Jeff Wendorf, North Canton superintendent, said Friday that when the school learned of the allegation involving marijuana in the summer of 2014, Nicholas Gamble, head coach of the Hoover wrestling team, and the administration took appropriate action and Poinar was immediately dismissed. Wendorf said school officials and staff had not learned of the other allegations until reading them when the lawsuit was filed earlier this year.

"The safety of our kids is paramount and we always take what action is appropriate to protect our kids and to provide them with activities and programs that are appropriate for students," said Wendorf, who has served as the district's superintendent since August 2016.

Robert E. Soles Jr. and Kara Dodson are listed in court papers as the attorneys representing the Neals. The attorneys and Scott and Yvette Neal could not be reached for comment on Friday.

The superintendent said there's no indication the allegations involve team wrestling practices.

Wendorf noted "our coaches don't train (student-athletes) individually; it's a team sport (with) our coaches and all of our kids at practice or on the court or on the field or in the wrestling room."

Gamble, the head wrestling coach, is also named as a defendant in the lawsuit, but the allegations concerning hazing and drugs are not directed at him.

The suit, however, alleges that Gamble and/or other staff members of North Canton City Schools were aware of some or all of the actions of Poinar "and failed to take any action to protect Garrett from such harm."

The suit also alleges Gamble and/or administrators, employees or faculty members of North Canton schools "recklessly permitted and/or tolerated the hazing of (Garrett Neal as prohibited under Ohio Revised Code)."

Garrett Neal graduated from Hoover in the spring of 2016, according to court records.

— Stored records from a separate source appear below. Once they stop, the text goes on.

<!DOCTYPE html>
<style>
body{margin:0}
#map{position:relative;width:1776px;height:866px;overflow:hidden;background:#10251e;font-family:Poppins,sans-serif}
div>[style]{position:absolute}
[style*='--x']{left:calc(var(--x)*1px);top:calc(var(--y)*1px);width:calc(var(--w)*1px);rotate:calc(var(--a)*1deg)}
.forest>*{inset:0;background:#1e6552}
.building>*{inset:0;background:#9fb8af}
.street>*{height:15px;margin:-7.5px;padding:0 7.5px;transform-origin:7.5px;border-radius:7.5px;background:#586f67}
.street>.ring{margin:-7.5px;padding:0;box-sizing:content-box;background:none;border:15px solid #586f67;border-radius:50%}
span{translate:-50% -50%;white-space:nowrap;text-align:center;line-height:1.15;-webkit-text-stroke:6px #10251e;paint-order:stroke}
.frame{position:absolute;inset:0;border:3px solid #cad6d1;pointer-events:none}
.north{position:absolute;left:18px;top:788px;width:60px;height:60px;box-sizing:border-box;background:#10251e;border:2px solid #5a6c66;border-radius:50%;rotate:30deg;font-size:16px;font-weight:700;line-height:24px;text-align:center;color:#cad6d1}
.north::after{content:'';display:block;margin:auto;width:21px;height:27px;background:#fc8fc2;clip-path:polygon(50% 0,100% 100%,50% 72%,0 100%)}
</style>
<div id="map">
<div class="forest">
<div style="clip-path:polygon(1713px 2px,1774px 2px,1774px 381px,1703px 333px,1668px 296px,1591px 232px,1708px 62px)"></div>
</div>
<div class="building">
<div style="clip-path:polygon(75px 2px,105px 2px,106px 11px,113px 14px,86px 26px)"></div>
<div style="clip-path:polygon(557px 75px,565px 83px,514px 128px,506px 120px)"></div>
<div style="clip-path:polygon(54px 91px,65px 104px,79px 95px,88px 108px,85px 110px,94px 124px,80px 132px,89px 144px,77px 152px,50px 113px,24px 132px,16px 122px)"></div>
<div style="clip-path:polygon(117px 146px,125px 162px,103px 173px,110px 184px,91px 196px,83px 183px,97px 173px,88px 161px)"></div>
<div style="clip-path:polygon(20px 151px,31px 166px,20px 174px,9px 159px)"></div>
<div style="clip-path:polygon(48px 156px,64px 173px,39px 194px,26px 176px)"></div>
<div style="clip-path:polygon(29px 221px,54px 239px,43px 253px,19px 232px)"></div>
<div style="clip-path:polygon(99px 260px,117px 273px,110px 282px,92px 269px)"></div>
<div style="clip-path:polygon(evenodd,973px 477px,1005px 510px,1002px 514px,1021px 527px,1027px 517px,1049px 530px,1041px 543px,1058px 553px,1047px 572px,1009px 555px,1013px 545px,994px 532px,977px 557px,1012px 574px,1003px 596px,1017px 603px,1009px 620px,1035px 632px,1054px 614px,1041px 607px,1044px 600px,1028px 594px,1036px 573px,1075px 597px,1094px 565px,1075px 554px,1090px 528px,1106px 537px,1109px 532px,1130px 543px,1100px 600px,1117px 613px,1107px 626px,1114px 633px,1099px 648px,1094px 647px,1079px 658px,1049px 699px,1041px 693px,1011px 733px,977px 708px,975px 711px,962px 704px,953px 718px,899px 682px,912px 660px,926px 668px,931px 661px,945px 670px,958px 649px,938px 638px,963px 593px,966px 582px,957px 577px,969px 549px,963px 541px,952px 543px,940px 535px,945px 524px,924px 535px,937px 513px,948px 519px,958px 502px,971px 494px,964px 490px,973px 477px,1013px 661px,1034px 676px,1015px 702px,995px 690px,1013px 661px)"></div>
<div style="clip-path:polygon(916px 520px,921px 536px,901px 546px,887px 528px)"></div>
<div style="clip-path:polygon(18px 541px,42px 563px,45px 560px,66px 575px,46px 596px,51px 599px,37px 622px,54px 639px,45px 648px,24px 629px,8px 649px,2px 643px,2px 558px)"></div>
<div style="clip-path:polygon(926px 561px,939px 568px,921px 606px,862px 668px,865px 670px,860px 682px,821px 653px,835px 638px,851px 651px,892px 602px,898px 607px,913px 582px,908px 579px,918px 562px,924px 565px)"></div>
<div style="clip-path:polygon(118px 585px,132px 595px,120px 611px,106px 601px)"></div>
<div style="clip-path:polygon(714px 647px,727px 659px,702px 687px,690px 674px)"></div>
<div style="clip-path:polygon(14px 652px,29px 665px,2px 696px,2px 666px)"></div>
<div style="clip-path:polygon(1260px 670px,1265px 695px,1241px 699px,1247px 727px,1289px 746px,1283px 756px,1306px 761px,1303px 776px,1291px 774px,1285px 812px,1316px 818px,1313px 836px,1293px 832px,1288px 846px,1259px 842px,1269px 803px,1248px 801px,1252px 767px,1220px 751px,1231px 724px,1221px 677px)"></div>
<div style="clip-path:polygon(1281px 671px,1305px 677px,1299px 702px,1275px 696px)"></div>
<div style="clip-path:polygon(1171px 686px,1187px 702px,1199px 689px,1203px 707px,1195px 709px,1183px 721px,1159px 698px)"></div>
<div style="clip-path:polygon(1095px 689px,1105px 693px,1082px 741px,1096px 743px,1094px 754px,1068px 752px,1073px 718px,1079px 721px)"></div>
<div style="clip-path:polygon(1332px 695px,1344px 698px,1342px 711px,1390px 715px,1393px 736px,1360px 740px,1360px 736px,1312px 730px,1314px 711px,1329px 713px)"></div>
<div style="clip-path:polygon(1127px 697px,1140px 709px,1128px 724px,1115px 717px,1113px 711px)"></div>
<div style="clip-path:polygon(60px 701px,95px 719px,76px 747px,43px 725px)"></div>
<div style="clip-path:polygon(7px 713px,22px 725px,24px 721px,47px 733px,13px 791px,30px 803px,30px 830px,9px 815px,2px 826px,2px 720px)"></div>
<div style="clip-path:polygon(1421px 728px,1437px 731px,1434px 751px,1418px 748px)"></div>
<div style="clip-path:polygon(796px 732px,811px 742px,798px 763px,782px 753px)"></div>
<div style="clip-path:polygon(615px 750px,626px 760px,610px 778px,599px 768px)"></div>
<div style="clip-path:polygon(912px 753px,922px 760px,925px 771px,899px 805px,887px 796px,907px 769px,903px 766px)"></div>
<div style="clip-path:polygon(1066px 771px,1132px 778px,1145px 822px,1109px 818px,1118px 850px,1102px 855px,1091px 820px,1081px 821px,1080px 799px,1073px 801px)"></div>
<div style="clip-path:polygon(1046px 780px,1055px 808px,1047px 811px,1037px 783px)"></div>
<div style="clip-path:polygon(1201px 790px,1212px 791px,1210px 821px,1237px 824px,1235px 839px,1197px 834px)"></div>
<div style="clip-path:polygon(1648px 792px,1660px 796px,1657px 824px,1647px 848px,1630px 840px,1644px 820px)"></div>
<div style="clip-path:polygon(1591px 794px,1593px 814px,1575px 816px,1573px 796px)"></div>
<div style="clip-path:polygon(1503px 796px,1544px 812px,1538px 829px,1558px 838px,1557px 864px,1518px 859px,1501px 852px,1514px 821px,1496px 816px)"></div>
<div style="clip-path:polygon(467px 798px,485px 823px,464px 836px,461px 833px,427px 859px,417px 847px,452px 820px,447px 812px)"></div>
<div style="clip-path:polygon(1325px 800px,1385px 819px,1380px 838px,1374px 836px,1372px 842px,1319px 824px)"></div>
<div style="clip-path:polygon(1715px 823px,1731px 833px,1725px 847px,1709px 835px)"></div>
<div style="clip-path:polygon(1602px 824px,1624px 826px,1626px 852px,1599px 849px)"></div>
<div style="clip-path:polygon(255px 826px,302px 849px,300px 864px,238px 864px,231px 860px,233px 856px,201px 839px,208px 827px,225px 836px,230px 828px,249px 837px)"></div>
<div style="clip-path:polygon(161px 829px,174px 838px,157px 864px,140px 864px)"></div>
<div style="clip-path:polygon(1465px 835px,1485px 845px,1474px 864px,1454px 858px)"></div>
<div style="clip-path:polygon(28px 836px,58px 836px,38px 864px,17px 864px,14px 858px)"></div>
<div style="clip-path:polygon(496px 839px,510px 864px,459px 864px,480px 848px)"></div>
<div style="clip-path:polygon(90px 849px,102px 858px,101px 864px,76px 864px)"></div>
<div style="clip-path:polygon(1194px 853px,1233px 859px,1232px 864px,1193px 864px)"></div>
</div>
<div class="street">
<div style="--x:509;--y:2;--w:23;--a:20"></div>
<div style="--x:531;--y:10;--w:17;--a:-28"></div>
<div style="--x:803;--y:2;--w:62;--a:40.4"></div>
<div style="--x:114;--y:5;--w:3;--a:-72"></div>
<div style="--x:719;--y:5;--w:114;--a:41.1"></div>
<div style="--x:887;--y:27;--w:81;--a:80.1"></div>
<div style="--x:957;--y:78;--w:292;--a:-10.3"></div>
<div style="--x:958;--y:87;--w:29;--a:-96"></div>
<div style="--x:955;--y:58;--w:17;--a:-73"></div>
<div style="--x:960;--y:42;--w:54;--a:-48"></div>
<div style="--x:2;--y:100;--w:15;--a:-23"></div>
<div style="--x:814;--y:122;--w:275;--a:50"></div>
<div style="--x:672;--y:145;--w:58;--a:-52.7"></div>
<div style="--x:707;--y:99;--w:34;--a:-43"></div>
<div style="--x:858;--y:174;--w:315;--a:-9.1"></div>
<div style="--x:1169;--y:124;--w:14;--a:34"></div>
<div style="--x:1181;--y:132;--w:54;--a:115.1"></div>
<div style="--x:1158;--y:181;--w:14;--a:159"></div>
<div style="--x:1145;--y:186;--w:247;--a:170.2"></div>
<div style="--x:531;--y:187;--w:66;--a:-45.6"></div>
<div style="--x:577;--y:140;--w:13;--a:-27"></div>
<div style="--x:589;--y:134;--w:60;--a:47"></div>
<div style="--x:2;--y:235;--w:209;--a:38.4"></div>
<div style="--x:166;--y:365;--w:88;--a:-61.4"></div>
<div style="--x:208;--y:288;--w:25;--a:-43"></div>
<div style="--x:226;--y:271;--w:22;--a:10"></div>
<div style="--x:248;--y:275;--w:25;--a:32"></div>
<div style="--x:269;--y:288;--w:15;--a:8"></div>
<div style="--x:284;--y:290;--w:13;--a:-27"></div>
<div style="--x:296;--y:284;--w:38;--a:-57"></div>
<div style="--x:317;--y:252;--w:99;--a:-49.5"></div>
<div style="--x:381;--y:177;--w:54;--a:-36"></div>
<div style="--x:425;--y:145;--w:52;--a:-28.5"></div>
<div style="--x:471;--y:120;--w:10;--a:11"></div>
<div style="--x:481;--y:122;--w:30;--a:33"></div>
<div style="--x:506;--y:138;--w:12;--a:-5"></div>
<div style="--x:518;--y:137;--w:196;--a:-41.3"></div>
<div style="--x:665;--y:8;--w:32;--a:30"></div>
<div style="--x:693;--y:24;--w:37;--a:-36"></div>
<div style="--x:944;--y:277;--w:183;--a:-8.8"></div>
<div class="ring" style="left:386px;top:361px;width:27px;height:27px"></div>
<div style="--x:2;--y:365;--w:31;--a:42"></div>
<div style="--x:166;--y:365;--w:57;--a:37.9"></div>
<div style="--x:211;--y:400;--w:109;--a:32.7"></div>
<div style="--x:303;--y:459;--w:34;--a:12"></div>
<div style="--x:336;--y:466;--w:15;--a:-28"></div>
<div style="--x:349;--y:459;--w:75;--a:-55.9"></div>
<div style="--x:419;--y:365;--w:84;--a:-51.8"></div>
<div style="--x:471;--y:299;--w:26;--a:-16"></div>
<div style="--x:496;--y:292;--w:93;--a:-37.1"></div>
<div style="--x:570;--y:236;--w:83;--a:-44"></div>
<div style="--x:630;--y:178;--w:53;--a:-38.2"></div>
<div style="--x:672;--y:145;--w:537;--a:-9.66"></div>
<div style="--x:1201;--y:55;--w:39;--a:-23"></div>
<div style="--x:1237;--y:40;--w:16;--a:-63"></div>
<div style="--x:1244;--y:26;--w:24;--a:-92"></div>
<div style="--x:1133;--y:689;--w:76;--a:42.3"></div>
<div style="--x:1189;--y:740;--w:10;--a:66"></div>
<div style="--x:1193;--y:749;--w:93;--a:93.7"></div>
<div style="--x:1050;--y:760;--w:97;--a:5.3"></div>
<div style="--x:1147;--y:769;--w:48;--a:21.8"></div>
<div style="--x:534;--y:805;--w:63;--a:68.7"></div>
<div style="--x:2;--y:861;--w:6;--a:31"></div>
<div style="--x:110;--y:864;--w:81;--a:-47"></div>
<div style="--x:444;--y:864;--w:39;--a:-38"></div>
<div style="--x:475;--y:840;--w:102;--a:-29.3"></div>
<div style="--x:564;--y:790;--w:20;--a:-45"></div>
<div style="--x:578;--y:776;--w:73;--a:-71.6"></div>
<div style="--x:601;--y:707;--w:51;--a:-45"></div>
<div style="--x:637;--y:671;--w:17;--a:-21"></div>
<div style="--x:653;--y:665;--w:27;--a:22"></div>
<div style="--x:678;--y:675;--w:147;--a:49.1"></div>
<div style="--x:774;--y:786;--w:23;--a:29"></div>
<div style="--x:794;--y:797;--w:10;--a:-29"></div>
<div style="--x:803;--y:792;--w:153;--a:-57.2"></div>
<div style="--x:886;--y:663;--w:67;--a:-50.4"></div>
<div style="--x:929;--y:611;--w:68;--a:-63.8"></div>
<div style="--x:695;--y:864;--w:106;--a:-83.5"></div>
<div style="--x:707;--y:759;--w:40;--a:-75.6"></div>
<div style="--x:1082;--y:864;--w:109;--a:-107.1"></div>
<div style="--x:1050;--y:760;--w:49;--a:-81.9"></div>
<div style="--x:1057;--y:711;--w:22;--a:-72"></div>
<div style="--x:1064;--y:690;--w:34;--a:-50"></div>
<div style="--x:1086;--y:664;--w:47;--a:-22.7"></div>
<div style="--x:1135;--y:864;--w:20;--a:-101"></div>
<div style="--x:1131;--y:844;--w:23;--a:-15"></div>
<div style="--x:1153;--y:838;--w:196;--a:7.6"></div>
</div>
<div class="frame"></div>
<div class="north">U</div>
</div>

The plaintiffs allege he sustained injuries as well as emotional distress from the physical blows alleged in the suit.

The former student has undergone medical treatment for his injuries, according to the lawsuit, which seeks compensatory damages of more than $25,000 and punitive damages of more than $50,000.

Poinar will be the head wrestling coach next season at Coventry High School in Summit County, said Russell Chaboudy, superintendent of Coventry Local Schools.

Chaboudy said Poinar was an assistant wrestling coach at Coventry last season.

Chaboudy said Friday he was aware "some people ... had issues with this coach." He said those were discovered during a background check.

The superintendent noted Poinar has a valid coaching certificate with the Ohio Department of Education and the agency has not placed any restrictions on his ability to coach.

"We felt comfortable bringing him on," he said.